The world of money, power, politics and military might would actually be nothing without this source. Our civilisation would be back at its beginnings and we would be hunter gatherers. At the same time, somehow, the ordinary citizen (in developed countries) barely ever has a conscious thought about this topic, how she can best use it and save it – for it is NOT eternal, at least not in the forms that we are currently using it. Anyone can do the calculations – we have say 5 potatoes in the whole world, and decide to eat them all without saving any of the eyes, we will leave none for anyone else, even if we do really really enjoy the chips we just ate. What would we do with all the ketchup then?
Add to the above potato situation that every time we eat a chip, the pan they're fried in gets hotter, such that we risk it melting and pouring molten unforgiving metal onto our skin. But, hey, let's enjoy the chips. Maybe the chef will get burned first, and some clever person elsewhere will find a way of reproducing potatoes synthetically. Or wait, we can then eat our last 5 sweet potatoes in the world in the same way and leave the problem for after that. We may not be around then anyway and our children will not know what onions and potatoes tasted like, so can't possibly miss them.

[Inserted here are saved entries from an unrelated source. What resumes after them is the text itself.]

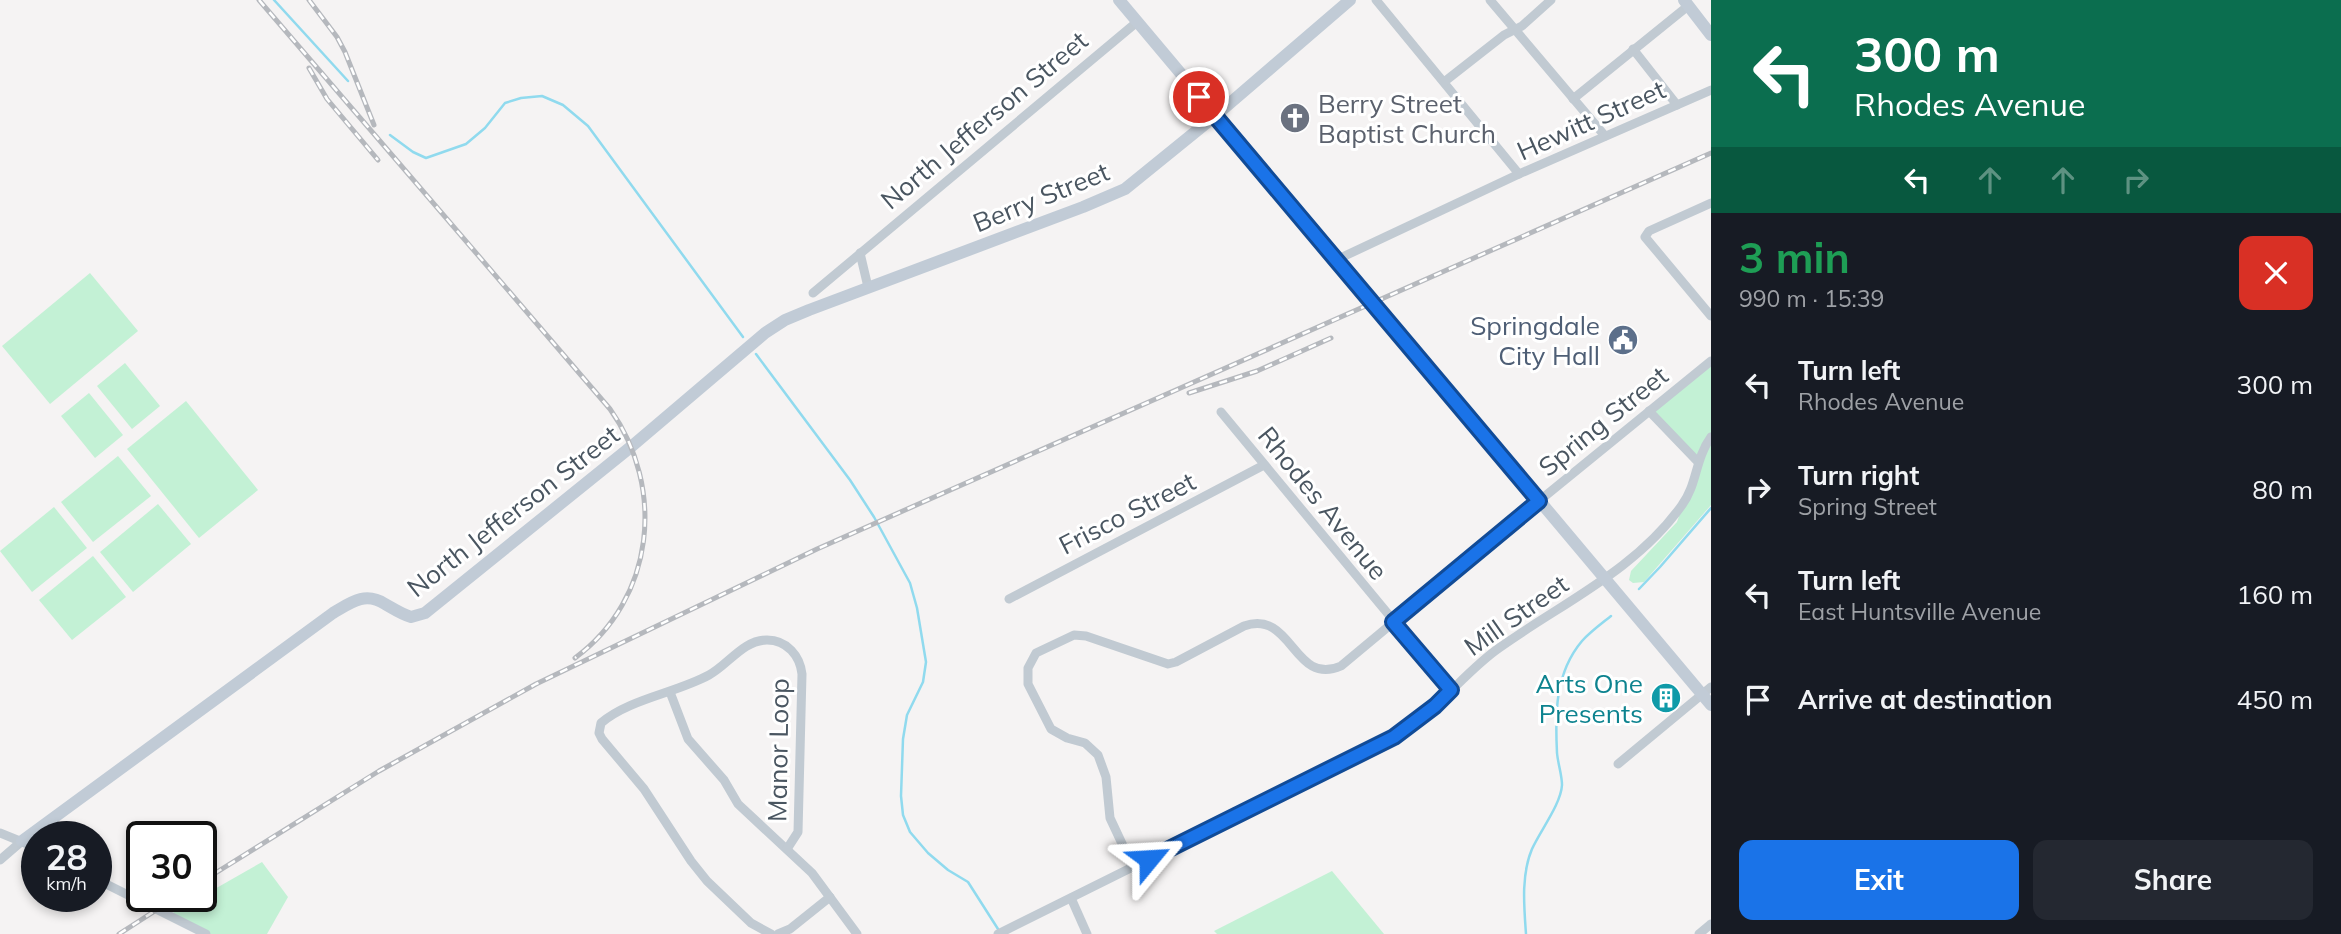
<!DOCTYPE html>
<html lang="en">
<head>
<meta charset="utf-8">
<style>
	:root { --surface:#171b24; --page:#242831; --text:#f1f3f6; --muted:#9ea1a6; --accent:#1a73e8 }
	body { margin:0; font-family:Mulish,sans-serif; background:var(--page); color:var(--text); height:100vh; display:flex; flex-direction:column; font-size:26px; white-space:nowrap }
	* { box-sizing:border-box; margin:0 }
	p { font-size:23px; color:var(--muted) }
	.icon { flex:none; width:38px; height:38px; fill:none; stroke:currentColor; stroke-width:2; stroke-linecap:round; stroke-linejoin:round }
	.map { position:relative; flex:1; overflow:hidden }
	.sheet { display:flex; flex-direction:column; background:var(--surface); width:630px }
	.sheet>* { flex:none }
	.top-card { background:#0b6e4f; color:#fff; overflow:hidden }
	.speed { position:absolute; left:21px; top:821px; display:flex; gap:14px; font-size:35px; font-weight:700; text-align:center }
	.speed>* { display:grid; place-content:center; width:91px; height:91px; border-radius:50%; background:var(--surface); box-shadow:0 4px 10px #0003; line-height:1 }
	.speed small { font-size:18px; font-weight:400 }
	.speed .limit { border:4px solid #111; border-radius:10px; background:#fff; color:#111 }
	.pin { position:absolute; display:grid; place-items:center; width:60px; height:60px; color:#fff; margin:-30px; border:4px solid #fff; border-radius:50%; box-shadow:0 2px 7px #0007 }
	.me { position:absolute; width:77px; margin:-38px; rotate:63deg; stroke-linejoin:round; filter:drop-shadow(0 0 5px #0008) }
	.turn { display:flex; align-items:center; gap:24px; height:147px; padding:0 28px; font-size:32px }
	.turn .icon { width:91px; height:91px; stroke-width:2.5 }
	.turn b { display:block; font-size:49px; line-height:60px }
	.lanes { display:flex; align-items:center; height:66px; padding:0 28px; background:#0003; justify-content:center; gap:35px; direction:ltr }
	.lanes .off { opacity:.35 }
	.round { display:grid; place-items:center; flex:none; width:74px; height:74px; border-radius:14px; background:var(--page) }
	.head { display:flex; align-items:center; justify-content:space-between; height:119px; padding:0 28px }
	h1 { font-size:42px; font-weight:700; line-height:52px; color:#1e9e55 }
	.cta { display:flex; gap:14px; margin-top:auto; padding:14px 28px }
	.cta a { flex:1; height:80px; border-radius:14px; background:var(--accent); color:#fff; font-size:28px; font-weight:700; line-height:80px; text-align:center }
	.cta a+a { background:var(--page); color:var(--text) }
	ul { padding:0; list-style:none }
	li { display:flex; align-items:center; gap:21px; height:105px; padding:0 28px }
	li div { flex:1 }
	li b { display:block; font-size:26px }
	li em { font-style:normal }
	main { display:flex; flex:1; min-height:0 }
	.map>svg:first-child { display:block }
	.green { fill:#c3f1d5 }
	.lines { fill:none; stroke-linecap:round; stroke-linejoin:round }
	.stream { stroke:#90daee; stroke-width:2.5 }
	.street { stroke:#c1cad2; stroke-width:9 }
	.secondary { stroke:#c1cbd6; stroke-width:12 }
	.rail-casing { stroke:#b5b8bd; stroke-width:5 }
	.rail { stroke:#fff; stroke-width:2.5; stroke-dasharray:8; stroke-linecap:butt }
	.route-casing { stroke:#114b97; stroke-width:18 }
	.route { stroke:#1a73e8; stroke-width:12 }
	.labels { text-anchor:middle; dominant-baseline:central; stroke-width:6; stroke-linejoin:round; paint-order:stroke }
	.worship-label { font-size:26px; fill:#5b616d; stroke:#fff; text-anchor:start }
	.street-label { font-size:26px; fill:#4a5661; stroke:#fff }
	.service-label { font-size:26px; fill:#4e5e75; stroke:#fff; text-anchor:end }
	.culture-label { font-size:26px; fill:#0d838f; stroke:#fff; text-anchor:end }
</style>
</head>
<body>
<main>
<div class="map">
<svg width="1711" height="934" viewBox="0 0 1711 934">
	<rect width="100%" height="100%" fill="#f5f3f3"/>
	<g class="green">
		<polygon points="90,273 138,331 50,404 2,346"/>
		<polygon points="1711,361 1711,505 1644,582 1633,583 1629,580 1631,571 1677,522 1698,462 1649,411"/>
		<polygon points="125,363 160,406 132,429 97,386"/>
		<polygon points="89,393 123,435 95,458 61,416"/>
		<polygon points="186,401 258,490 199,538 127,449"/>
		<polygon points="118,456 151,496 93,542 61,502"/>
		<polygon points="158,504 191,544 133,592 100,552"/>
		<polygon points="54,507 87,548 32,592 0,551"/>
		<polygon points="93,556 126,597 72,640 39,600"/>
		<polygon points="262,862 288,897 267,934 206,934 169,915"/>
		<polygon points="1332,871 1384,934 1217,934 1214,931"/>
	</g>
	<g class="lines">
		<g class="stream">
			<polyline points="274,0 348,81"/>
			<polyline points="390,135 413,152 426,158 466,144 485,128 505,103 521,98 542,96 563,105 588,126 743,337"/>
			<polyline points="756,354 850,480 874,517 910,583 917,608 926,662 923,682 907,715 903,739 901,796 903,815 910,832 928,853 948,870 968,882 998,929"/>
			<polyline points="1639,589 1660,567 1711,508"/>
			<path d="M1526,934c-2,-28 -5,-59 6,-85 8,-18 29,-45 30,-64 0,-10 -4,-21 -5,-32 -2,-40 -2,-80 25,-112 8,-9 19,-17 29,-25"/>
		</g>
		<g class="street">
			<polyline points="1376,0 1519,174"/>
			<polyline points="1490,0 1605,136"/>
			<polyline points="1633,49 1677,105"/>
			<polyline points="1444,82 1504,35 1522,26 1551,0"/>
			<polyline points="1573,99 1688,6"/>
			<polyline points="1711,203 1649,231 1645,237 1711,316"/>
			<polyline points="860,253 868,287"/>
			<polyline points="1336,260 1519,174 1711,90"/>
			<polyline points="813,293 1137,22"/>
			<polyline points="1649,411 1698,462"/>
			<polyline points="1221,412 1451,690"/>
			<polyline points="1009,599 1264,465"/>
			<polyline points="670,692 688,739 724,780 738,804 812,873 857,934"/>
			<polyline points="1618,764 1711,687"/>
			<polyline points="0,833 37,848"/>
			<polyline points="0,860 22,841"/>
			<path d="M1133,867l-23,-49 -4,-41 -8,-22 -13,-12 -18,-5 -16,-9 -23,-45v-16l8,-15 38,-18 12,1 82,28 8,-2 68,-36c49,-17 49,61 97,40l198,-165 172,-140"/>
			<polyline points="96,879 206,934"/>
			<polyline points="1071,898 1087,934"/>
			<path d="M771,934l-20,-11 -44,-42 -16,-20 -47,-72 -42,-50 -3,-6 2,-10c28,-24 75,-30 108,-48 19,-10 34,-35 58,-35 20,0 33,16 35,34l-4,158 -11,17"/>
			<polyline points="778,934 790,929 830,897"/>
			<path d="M998,934l396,-197c14,-11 29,-20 42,-32 21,-19 40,-41 63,-57 63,-45 137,-78 183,-143 15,-20 13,-46 29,-68"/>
			<polyline points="1699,934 1711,924"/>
		</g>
		<g class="secondary">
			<polyline points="1119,0 1711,705"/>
			<polyline points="1684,0 1711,35"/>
			<path d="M22,841l311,-228c17,-10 32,-22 52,-9 9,5 16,10 26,13l14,-4 207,-167 133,-113 20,-13 24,-10 274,-103 42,-18 90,-73 135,-116"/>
		</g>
		<g class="rail-casing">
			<g id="rail">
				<path d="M259,0l351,409c56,79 45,190 -35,249"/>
				<polyline points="309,0 337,37 345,52 374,125"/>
				<polyline points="309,68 327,99 378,160"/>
				<polyline points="1189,393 1257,371 1331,338"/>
				<polyline points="201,882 379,771 536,684 817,549 1711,153"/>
				<polyline points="119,934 178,896"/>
			</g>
		</g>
		<use href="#rail" class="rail"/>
	</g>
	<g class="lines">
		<g class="route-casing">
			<polyline id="route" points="1149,859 1394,737 1435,706 1451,690 1393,622 1539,501 1199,97"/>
		</g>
		<use href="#route" class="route"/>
	</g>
	<defs>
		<g id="church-disc" transform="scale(1.575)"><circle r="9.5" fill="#6b7280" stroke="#fff"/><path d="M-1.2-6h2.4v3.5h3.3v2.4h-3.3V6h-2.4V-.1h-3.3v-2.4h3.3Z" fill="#fff"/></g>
		<g id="civic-disc" transform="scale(1.575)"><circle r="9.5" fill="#5c6f8a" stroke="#fff"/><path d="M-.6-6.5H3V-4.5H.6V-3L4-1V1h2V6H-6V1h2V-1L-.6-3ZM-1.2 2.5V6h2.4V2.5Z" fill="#fff"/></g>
		<g id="building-disc" transform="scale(1.575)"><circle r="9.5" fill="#0f9aa8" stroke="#fff"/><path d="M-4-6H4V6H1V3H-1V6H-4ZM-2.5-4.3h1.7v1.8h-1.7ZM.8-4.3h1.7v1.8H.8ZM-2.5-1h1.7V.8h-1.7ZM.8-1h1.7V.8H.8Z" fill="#fff"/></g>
	</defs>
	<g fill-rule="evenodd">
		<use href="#church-disc" x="1295" y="118"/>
		<use href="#civic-disc" x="1623" y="340"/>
		<use href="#building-disc" x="1666" y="698"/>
	</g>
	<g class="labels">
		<g class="worship-label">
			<text x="1318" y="103">Berry Street<tspan x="1318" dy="30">Baptist Church</tspan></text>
		</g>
		<g class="street-label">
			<text transform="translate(984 120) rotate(-40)">North Jefferson Street</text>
			<text transform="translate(1591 120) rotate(-24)">Hewitt Street</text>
			<text transform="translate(1041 197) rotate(-22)">Berry Street</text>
			<text transform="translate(1603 421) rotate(-39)">Spring Street</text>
			<text transform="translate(1323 503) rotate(51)">Rhodes Avenue</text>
			<text transform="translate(513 511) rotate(-38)">North Jefferson Street</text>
			<text transform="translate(1127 513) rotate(-27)">Frisco Street</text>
			<text transform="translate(1516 615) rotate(-35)">Mill Street</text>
			<text transform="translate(778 750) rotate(-89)">Manor Loop</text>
		</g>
		<g class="service-label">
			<text x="1600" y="325">Springdale<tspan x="1600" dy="30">City Hall</tspan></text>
		</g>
		<g class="culture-label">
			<text x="1643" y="683">Arts One<tspan x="1643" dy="30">Presents</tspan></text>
		</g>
	</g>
</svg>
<div class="speed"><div>28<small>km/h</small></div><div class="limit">30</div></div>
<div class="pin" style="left:1199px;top:97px;background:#d93025"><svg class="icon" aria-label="arrive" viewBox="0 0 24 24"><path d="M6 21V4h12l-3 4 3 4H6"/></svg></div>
<svg class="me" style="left:1149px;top:859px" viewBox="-20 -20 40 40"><path d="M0-17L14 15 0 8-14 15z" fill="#1a73e8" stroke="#fff" stroke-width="4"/></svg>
</div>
<section class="sheet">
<div class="top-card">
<div class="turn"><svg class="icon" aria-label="left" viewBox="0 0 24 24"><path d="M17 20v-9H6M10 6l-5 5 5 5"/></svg><div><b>300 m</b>Rhodes Avenue</div></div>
<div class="lanes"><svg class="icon" aria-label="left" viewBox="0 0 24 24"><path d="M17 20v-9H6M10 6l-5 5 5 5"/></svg><svg class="icon off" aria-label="ahead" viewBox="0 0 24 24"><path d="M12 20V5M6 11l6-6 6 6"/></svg><svg class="icon off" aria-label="ahead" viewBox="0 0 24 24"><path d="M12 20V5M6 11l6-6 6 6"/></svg><svg class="icon off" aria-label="right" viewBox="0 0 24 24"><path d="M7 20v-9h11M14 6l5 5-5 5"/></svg></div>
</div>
<div class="head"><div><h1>3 min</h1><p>990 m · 15:39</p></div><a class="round" style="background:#d93025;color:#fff"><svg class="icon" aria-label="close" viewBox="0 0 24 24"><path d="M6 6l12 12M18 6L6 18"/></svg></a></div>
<ul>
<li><svg class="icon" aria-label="left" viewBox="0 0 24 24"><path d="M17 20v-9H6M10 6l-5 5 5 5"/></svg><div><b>Turn left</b><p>Rhodes Avenue</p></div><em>300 m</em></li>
<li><svg class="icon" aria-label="right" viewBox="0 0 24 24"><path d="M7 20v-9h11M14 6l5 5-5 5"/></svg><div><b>Turn right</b><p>Spring Street</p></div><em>80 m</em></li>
<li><svg class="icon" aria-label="left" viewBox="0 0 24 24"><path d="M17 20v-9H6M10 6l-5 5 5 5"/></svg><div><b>Turn left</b><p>East Huntsville Avenue</p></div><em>160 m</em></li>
<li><svg class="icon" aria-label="arrive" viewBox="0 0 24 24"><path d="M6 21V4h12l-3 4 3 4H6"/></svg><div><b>Arrive at destination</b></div><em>450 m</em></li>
</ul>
<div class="cta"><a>Exit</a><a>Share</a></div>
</section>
</main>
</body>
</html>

Granted, I am drawing a silly picture of the entangled web of energy and climate change, but it is about as silly to me that citizens and their leaders are not actually taking any of it really seriously. It takes no genius to work out that if I walk the 3.6 kilometers to work, I save money on fuel and wear and tear to my vehicle, and do not get stuck in traffic and arrive at work fuming myself. At the same time, it again takes no genius to work out that the policy of turning soya beans or maize into fuels for cars is not long term sustainable, what will we and the animals we feed on then eat?
Many questions and topics touch on this, and I intend to not labour them all right here and now, but over a series on this blog site.